Dataset records -
- - - - - - -

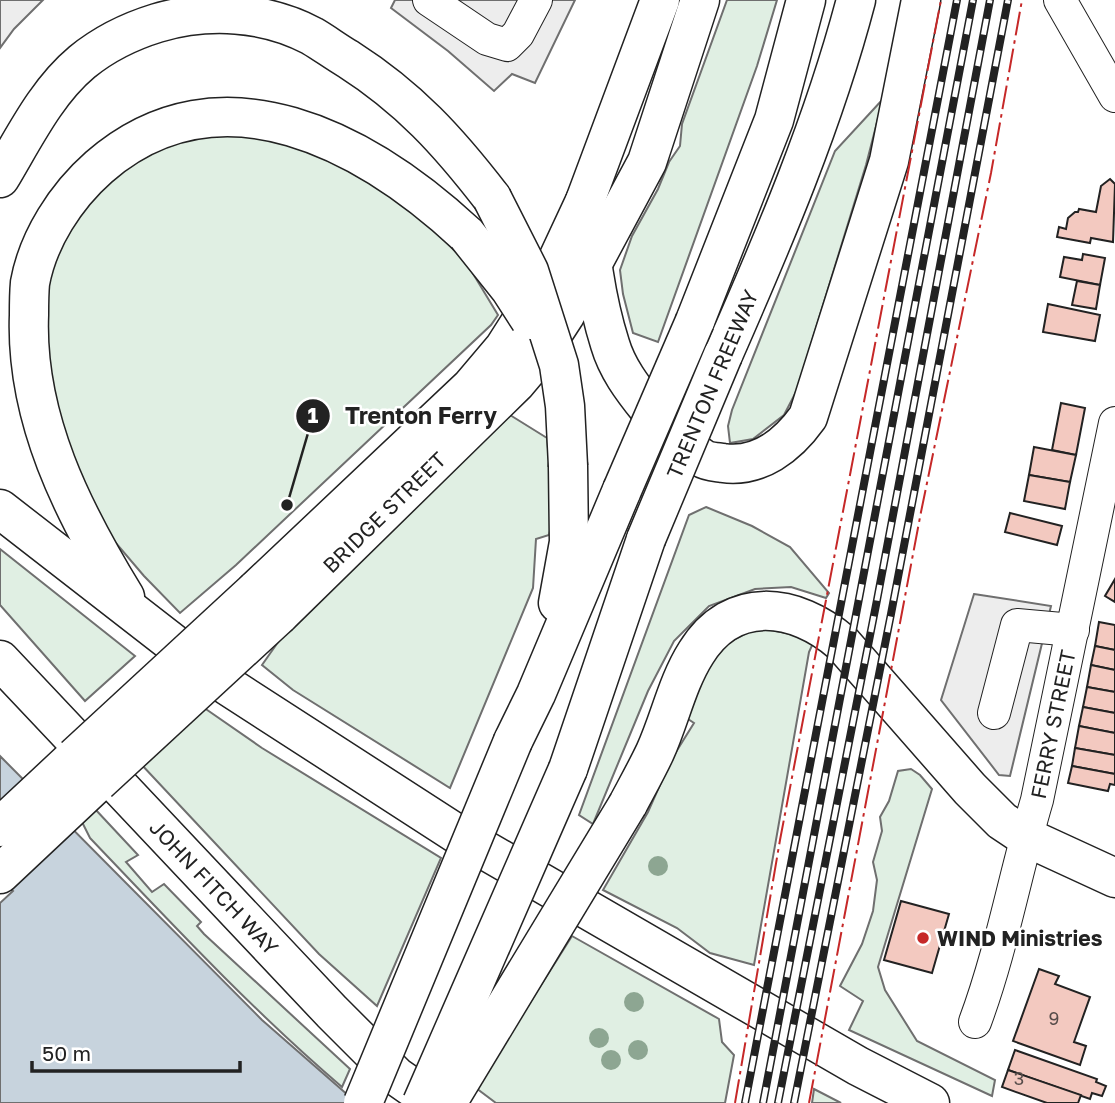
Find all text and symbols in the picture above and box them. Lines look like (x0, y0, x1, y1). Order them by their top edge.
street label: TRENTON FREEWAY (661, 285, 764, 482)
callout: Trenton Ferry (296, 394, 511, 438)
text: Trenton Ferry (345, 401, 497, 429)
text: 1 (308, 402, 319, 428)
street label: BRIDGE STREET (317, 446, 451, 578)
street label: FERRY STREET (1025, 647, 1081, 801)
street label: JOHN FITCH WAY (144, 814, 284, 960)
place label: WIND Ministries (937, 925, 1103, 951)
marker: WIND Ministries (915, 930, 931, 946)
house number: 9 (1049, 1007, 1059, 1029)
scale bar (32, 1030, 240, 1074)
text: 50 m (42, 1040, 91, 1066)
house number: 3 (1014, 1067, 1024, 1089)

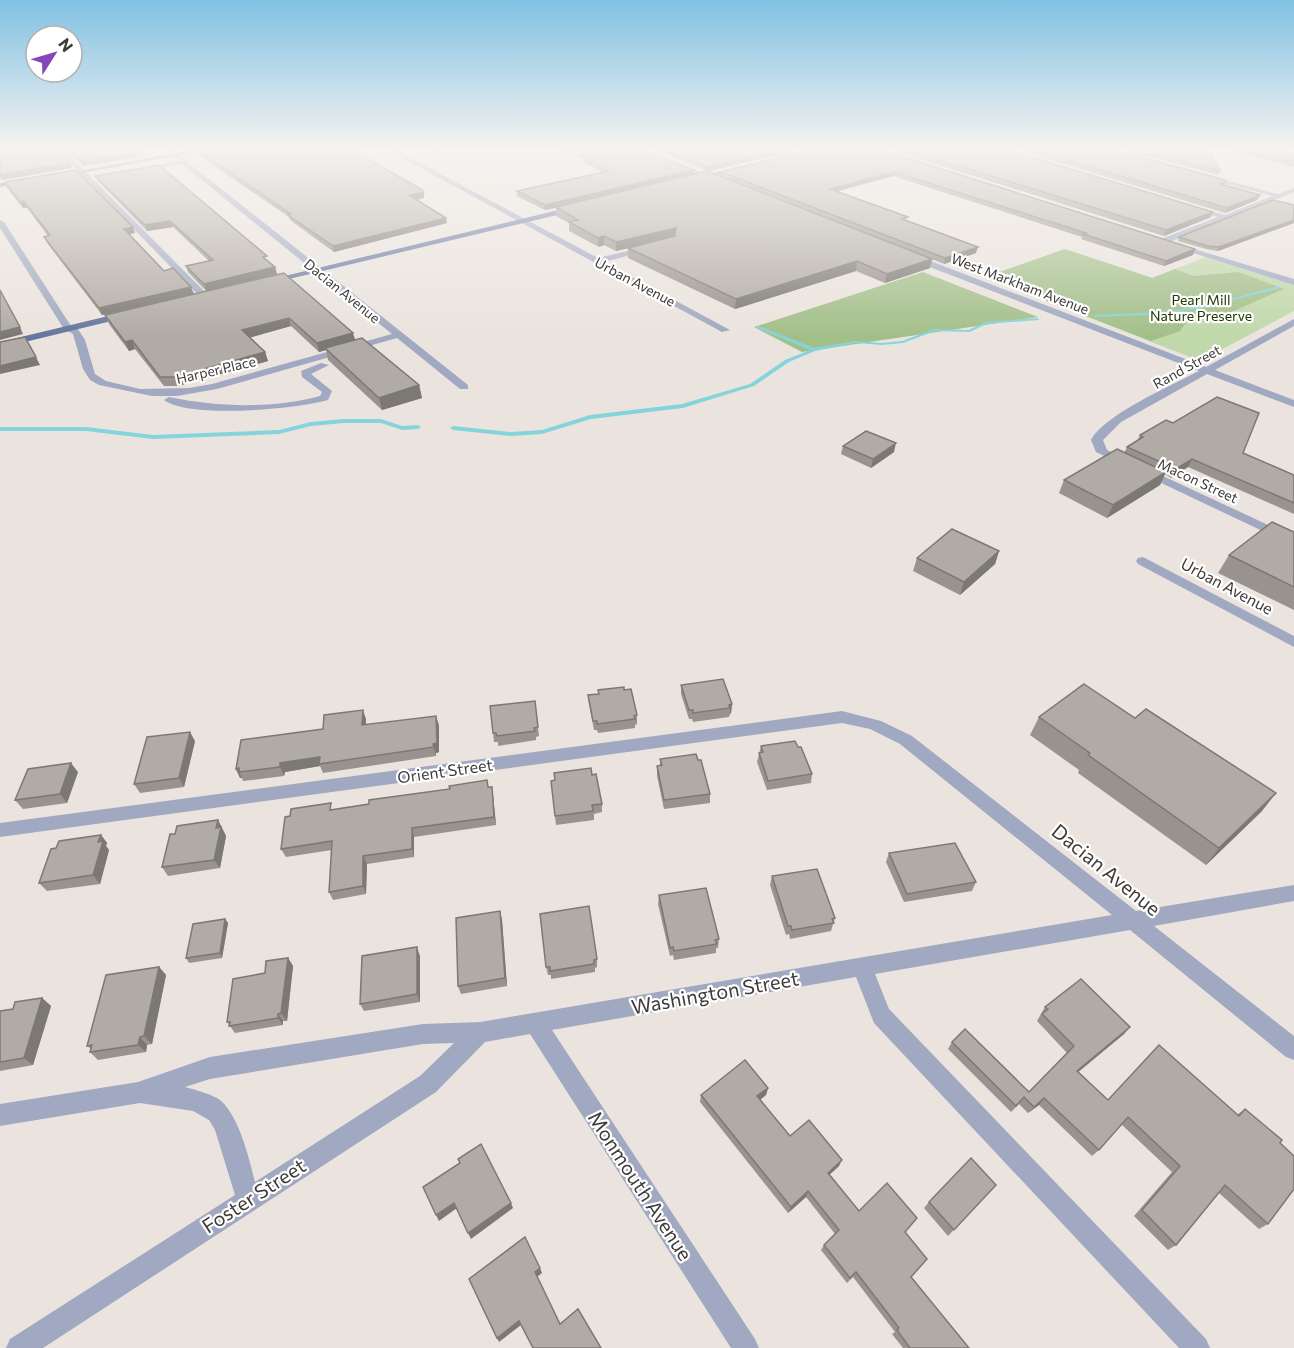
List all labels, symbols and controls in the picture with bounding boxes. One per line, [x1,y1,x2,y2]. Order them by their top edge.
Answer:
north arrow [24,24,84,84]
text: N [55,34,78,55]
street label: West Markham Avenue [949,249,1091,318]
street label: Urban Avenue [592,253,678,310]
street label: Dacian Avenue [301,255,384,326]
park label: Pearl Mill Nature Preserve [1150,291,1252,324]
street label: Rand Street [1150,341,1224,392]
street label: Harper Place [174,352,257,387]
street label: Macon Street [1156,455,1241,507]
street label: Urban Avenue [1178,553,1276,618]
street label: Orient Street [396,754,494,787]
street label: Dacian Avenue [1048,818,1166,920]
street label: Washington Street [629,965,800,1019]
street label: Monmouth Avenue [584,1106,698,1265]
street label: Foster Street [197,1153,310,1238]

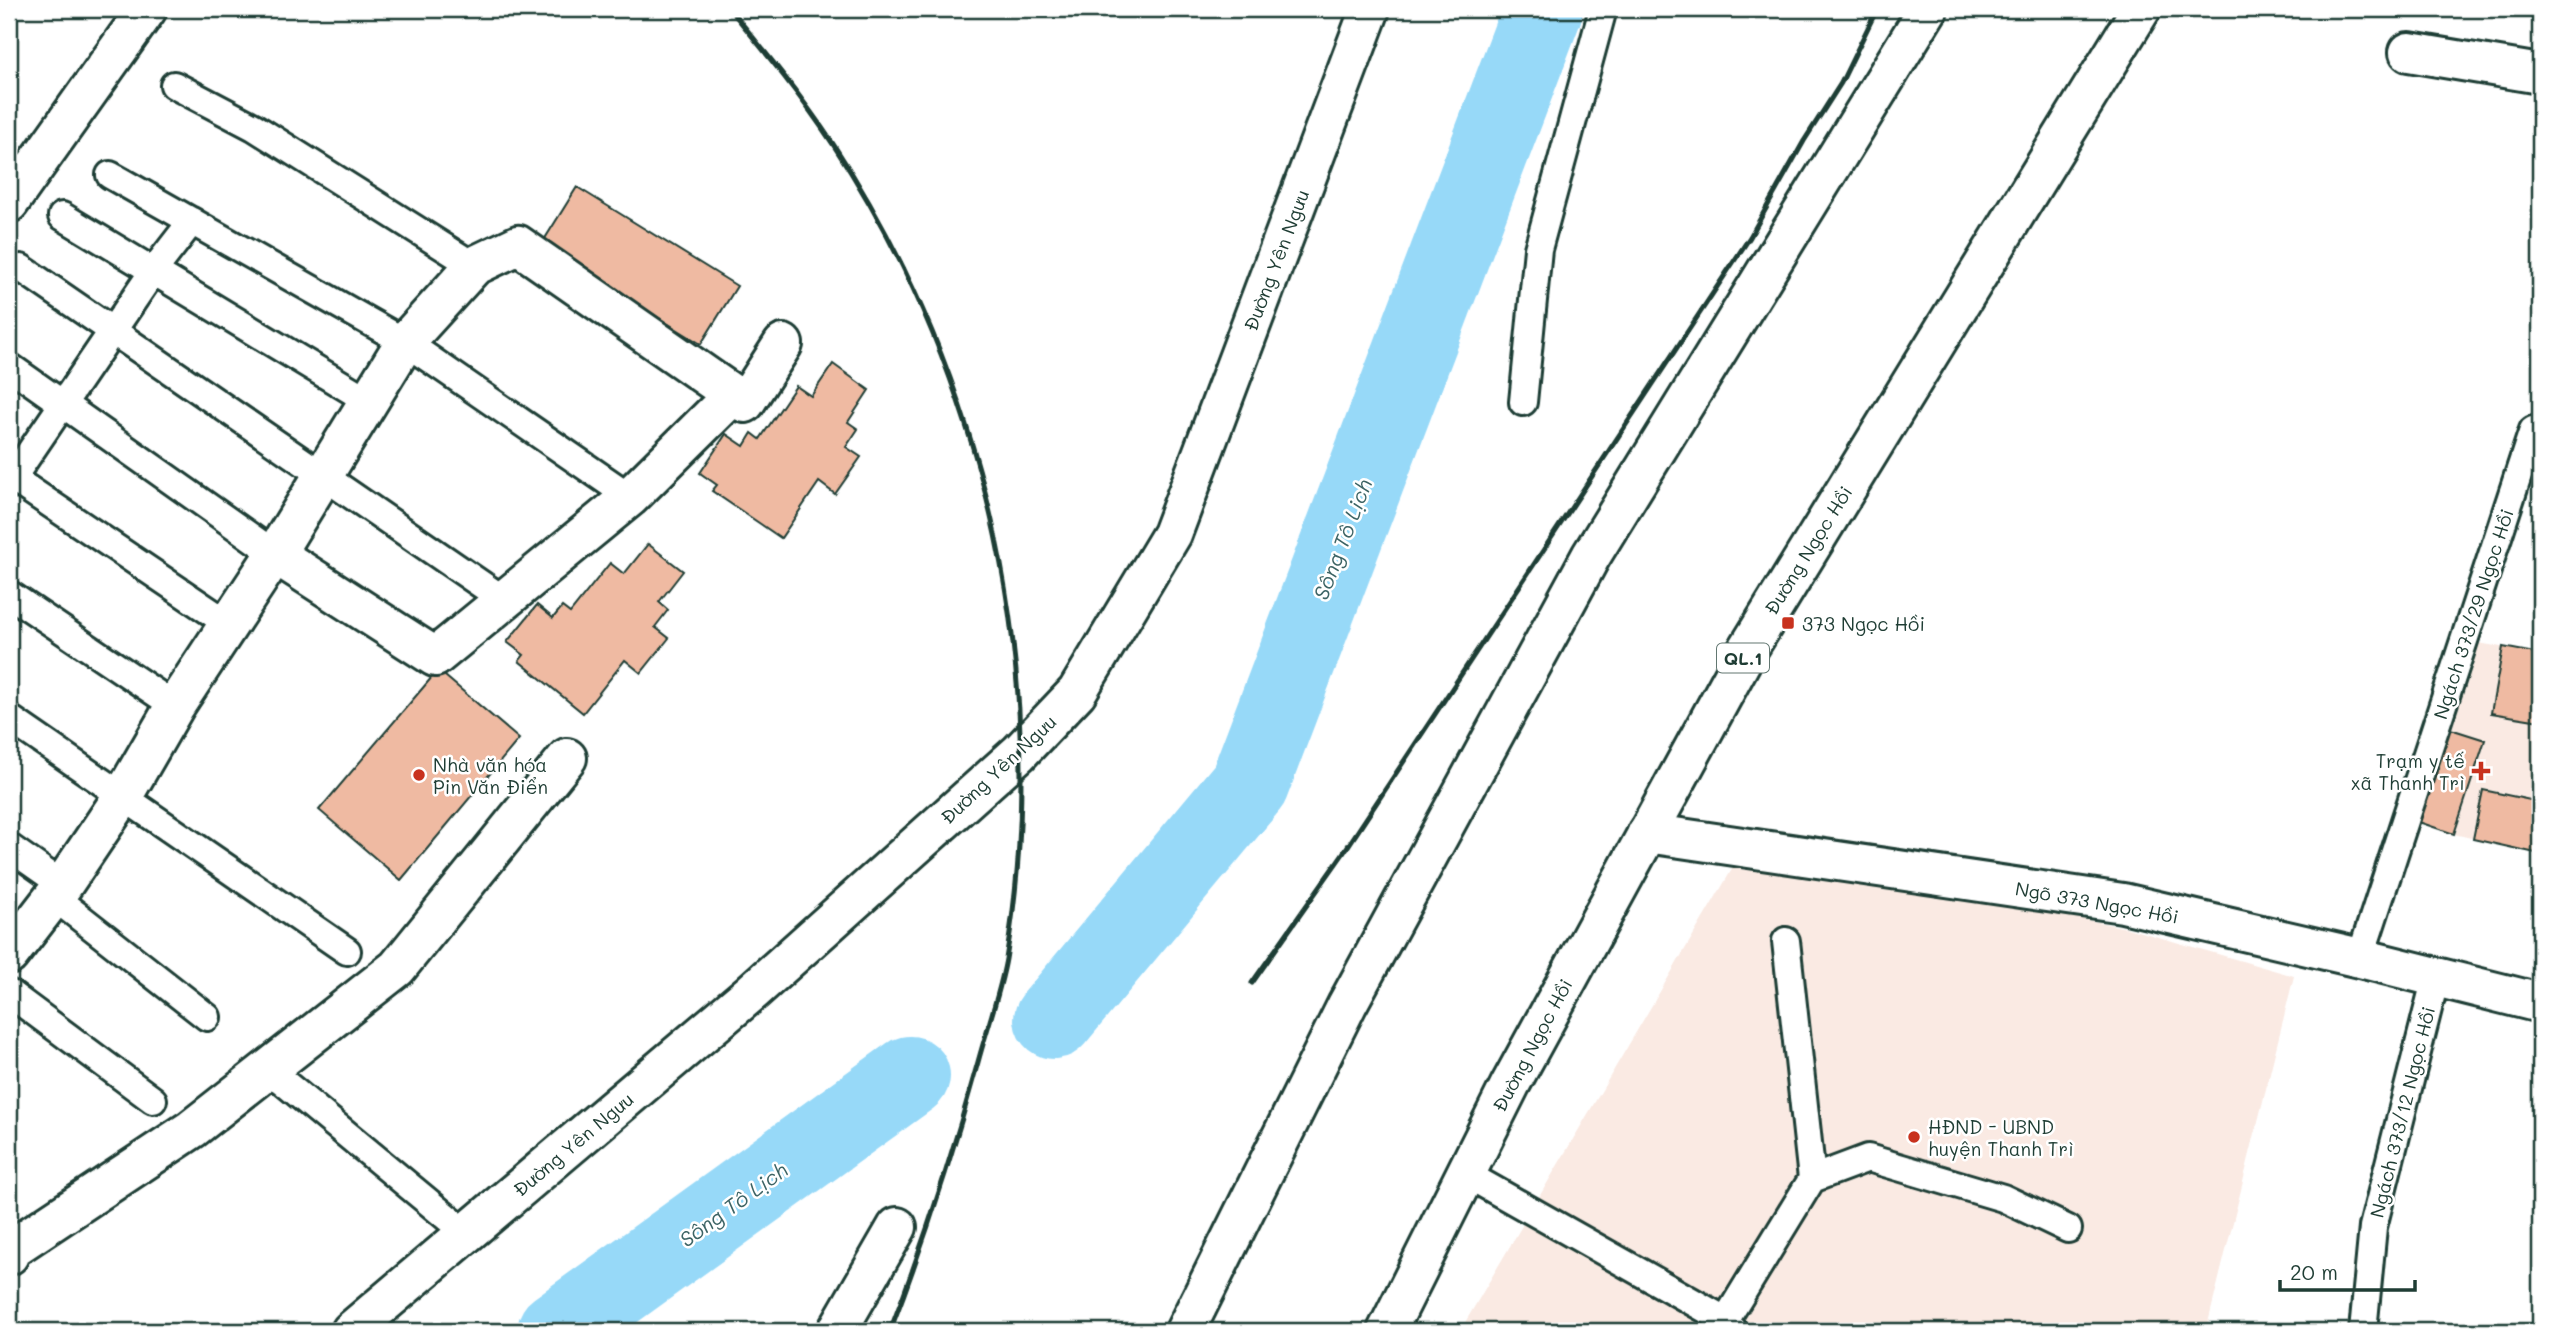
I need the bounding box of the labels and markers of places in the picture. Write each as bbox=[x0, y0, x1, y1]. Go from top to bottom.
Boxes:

- - - - - - -

What you have to do - Every line holding the string "labels" should be copied here, so please find those lines in the data.

Your response -
List all labels, symbols and controls in the picture with bounding boxes. One per line, [x1,y1,x2,y2]. Order them by their top edge.
I need the bounding box of the labels and markers of places in the picture. Write each as bbox=[x0, y0, x1, y1]. Go from top to bottom.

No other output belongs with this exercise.